Task to complete »
All of the data should be given again word for word, though the images are to be left out.

Items from a dataset »

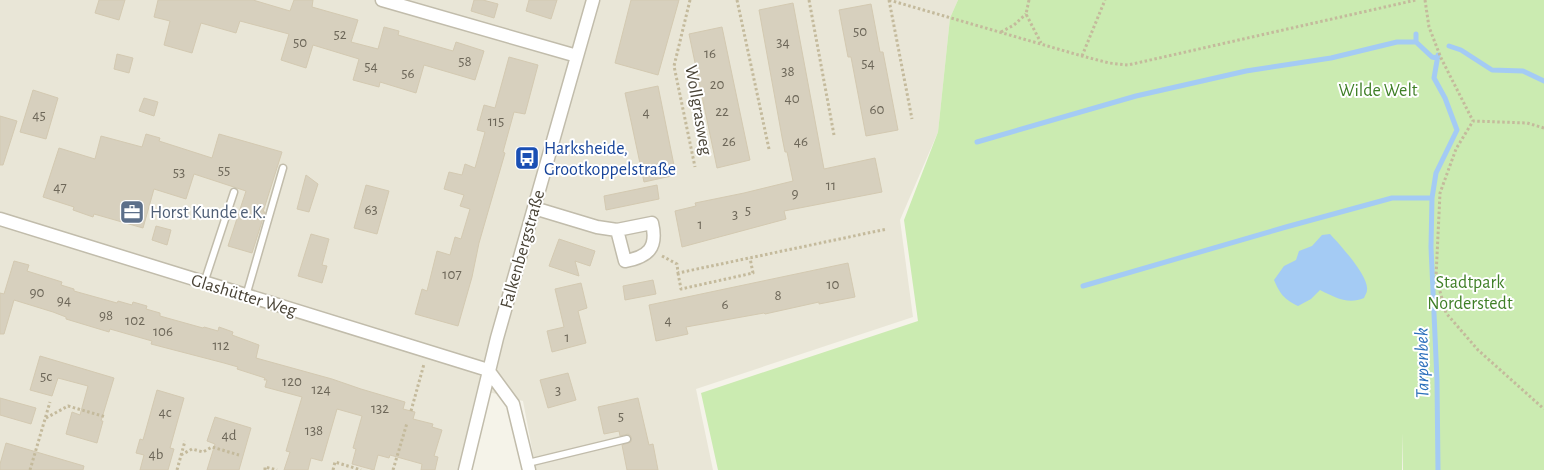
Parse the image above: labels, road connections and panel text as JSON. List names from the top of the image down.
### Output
{
  "streets": {
    "street": ["Falkenbergstraße", "Glashütter Weg"],
    "path": ["Wollgrasweg"]
  },
  "crossings": [
    ["Falkenbergstraße", "Glashütter Weg"]
  ],
  "water": ["Tarpenbek"],
  "parks": ["Wilde Welt", "Stadtpark Norderstedt"],
  "places": {
    "bus stop": ["Harksheide, Grootkoppelstraße"],
    "office": ["Horst Kunde e.K."]
  },
  "house_numbers": [
    "50",
    "52",
    "50",
    "34",
    "16",
    "58",
    "54",
    "54",
    "38",
    "56",
    "20",
    "40",
    "60",
    "22",
    "4",
    "45",
    "115",
    "26",
    "46",
    "55",
    "53",
    "11",
    "47",
    "9",
    "63",
    "5",
    "3",
    "1",
    "107",
    "10",
    "90",
    "8",
    "94",
    "6",
    "98",
    "102",
    "4",
    "106",
    "1",
    "112",
    "5c",
    "120",
    "124",
    "3",
    "132",
    "4c",
    "5",
    "138",
    "4d",
    "4b"
  ]
}
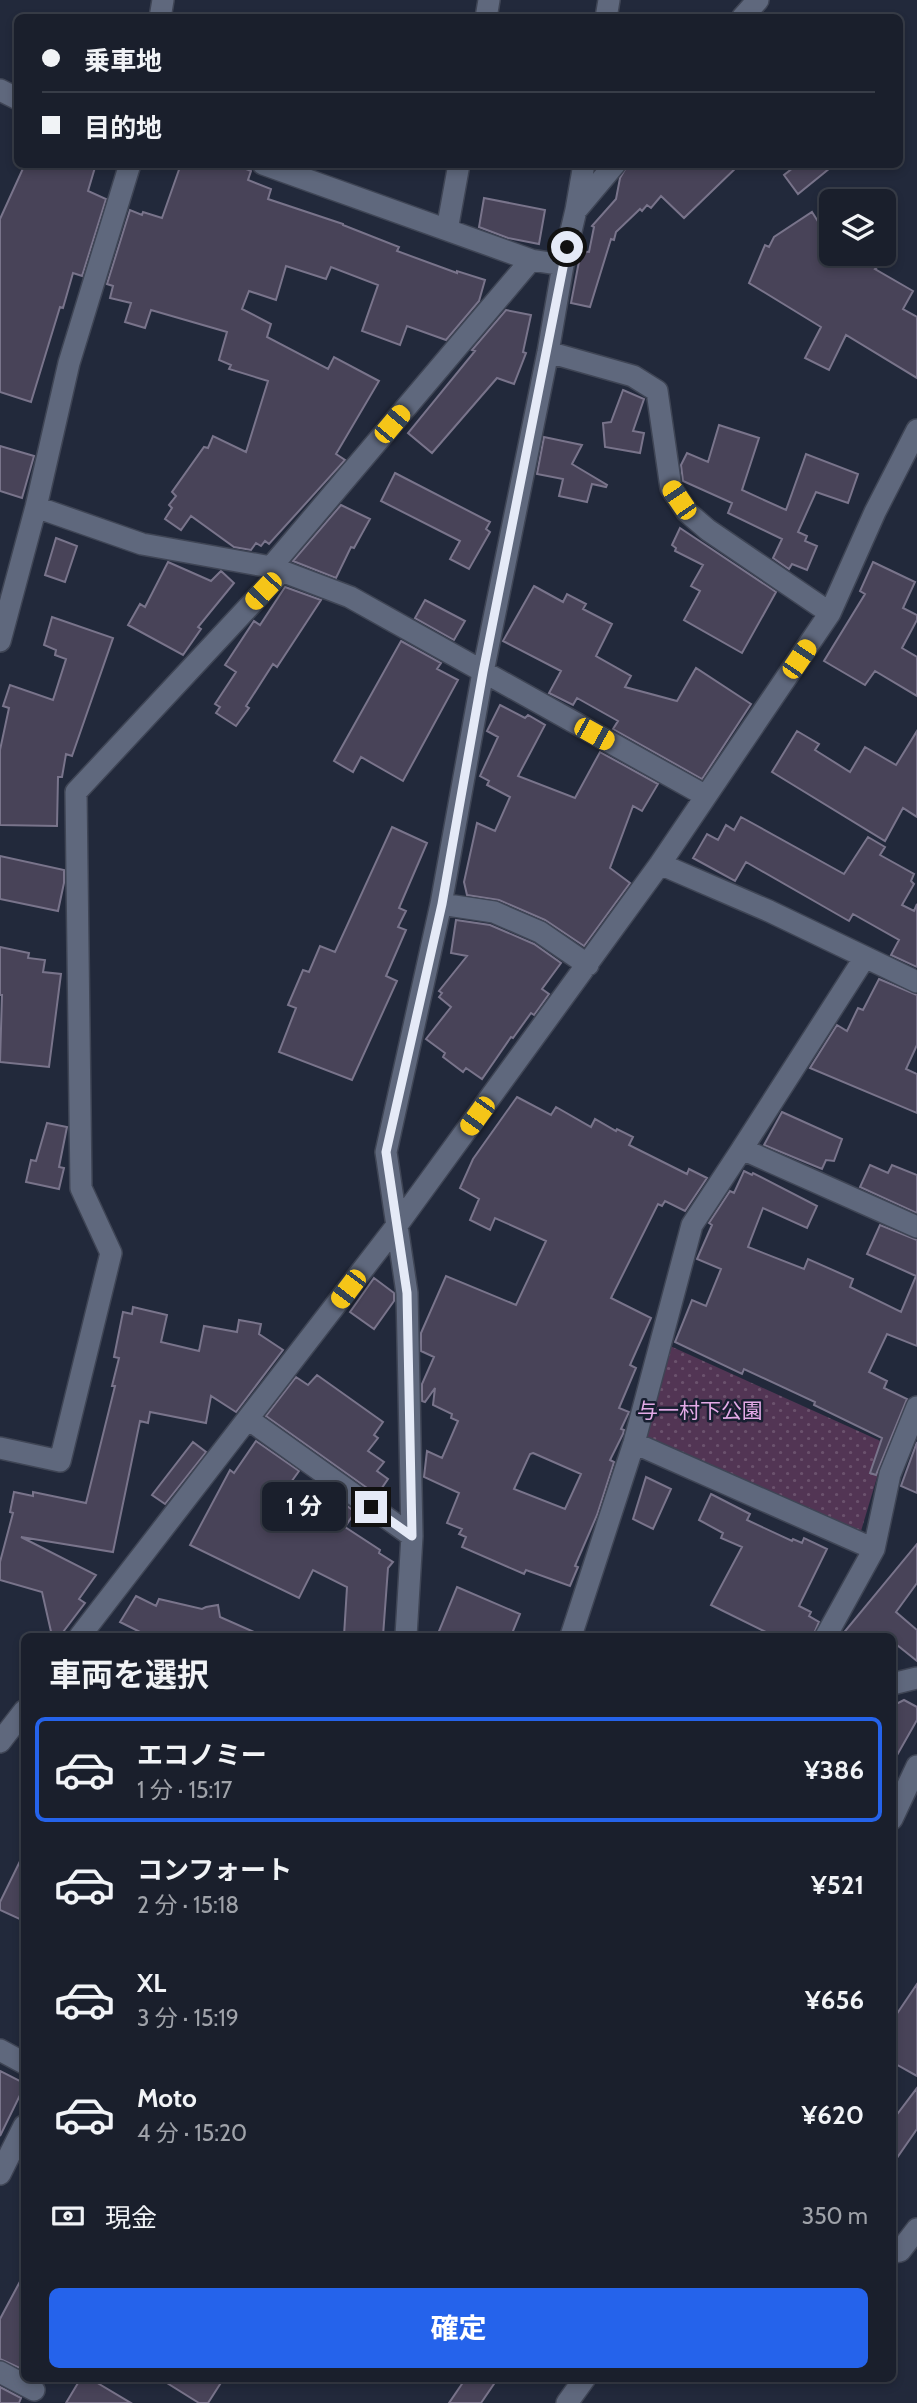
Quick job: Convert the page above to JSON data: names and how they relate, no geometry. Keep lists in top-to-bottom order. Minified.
{"parks":["与一村下公園"],"page":{"banner":["乗車地","目的地"],"bubble":"1 分","heading":"車両を選択","list":[{"name":"エコノミー","note":"1 分 · 15:17","value":"¥386"},{"name":"コンフォート","note":"2 分 · 15:18","value":"¥521"},{"name":"XL","note":"3 分 · 15:19","value":"¥656"},{"name":"Moto","note":"4 分 · 15:20","value":"¥620"}],"pay":["現金","350 m"],"buttons":"確定"}}
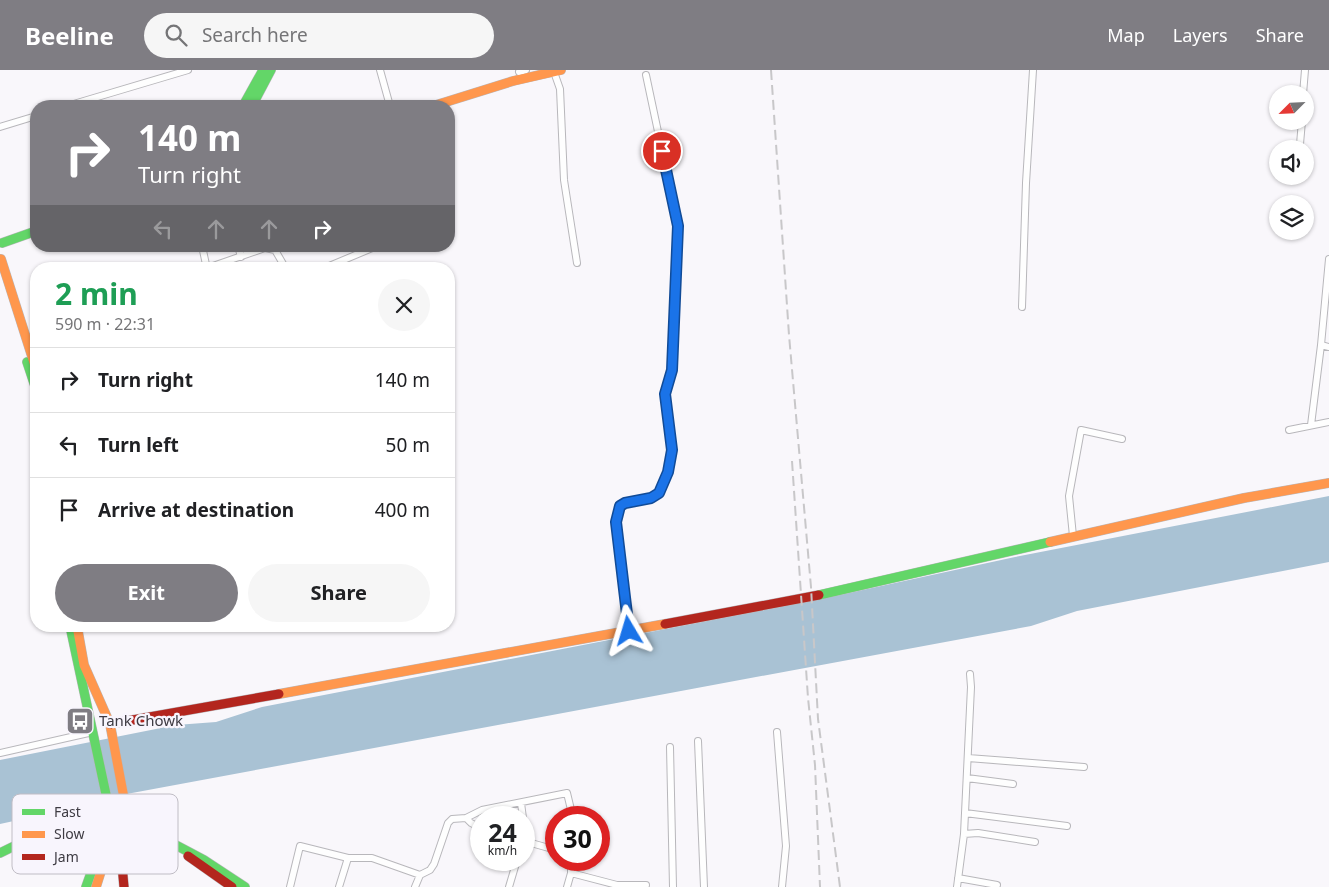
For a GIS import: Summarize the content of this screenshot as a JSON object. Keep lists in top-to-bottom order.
{
  "places": {
    "bus stop": ["Tank Chowk"]
  },
  "legend": ["Fast", "Slow", "Jam"],
  "north": "bottom left",
  "page": {
    "header": "Beeline",
    "search": "Search here",
    "nav": ["Map", "Layers", "Share"],
    "turn": ["140 m", "Turn right"],
    "heading": ["2 min", "590 m · 22:31"],
    "list": [
      {
        "name": "Turn right",
        "value": "140 m"
      },
      {
        "name": "Turn left",
        "value": "50 m"
      },
      {
        "name": "Arrive at destination",
        "value": "400 m"
      }
    ],
    "buttons": ["Exit", "Share"],
    "speed": "24 km/h",
    "limit": "30"
  }
}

Your solution »
Parse the image above: labels, road connections and panel text as JSON. List names from the top of the image down.
### Output
{
  "streets": {
    "street": ["Falkenbergstraße", "Glashütter Weg"],
    "path": ["Wollgrasweg"]
  },
  "crossings": [
    ["Falkenbergstraße", "Glashütter Weg"]
  ],
  "water": ["Tarpenbek"],
  "parks": ["Wilde Welt", "Stadtpark Norderstedt"],
  "places": {
    "bus stop": ["Harksheide, Grootkoppelstraße"],
    "office": ["Horst Kunde e.K."]
  },
  "house_numbers": [
    "50",
    "52",
    "50",
    "34",
    "16",
    "58",
    "54",
    "54",
    "38",
    "56",
    "20",
    "40",
    "60",
    "22",
    "4",
    "45",
    "115",
    "26",
    "46",
    "55",
    "53",
    "11",
    "47",
    "9",
    "63",
    "5",
    "3",
    "1",
    "107",
    "10",
    "90",
    "8",
    "94",
    "6",
    "98",
    "102",
    "4",
    "106",
    "1",
    "112",
    "5c",
    "120",
    "124",
    "3",
    "132",
    "4c",
    "5",
    "138",
    "4d",
    "4b"
  ]
}
Quick job: Convert the page above to JSON data: names and how they relate, no geometry. Keep lists in top-to-bottom order. Minified.
{"parks":["与一村下公園"],"page":{"banner":["乗車地","目的地"],"bubble":"1 分","heading":"車両を選択","list":[{"name":"エコノミー","note":"1 分 · 15:17","value":"¥386"},{"name":"コンフォート","note":"2 分 · 15:18","value":"¥521"},{"name":"XL","note":"3 分 · 15:19","value":"¥656"},{"name":"Moto","note":"4 分 · 15:20","value":"¥620"}],"pay":["現金","350 m"],"buttons":"確定"}}
For a GIS import: Summarize the content of this screenshot as a JSON object. Keep lists in top-to-bottom order.
{
  "places": {
    "bus stop": ["Tank Chowk"]
  },
  "legend": ["Fast", "Slow", "Jam"],
  "north": "bottom left",
  "page": {
    "header": "Beeline",
    "search": "Search here",
    "nav": ["Map", "Layers", "Share"],
    "turn": ["140 m", "Turn right"],
    "heading": ["2 min", "590 m · 22:31"],
    "list": [
      {
        "name": "Turn right",
        "value": "140 m"
      },
      {
        "name": "Turn left",
        "value": "50 m"
      },
      {
        "name": "Arrive at destination",
        "value": "400 m"
      }
    ],
    "buttons": ["Exit", "Share"],
    "speed": "24 km/h",
    "limit": "30"
  }
}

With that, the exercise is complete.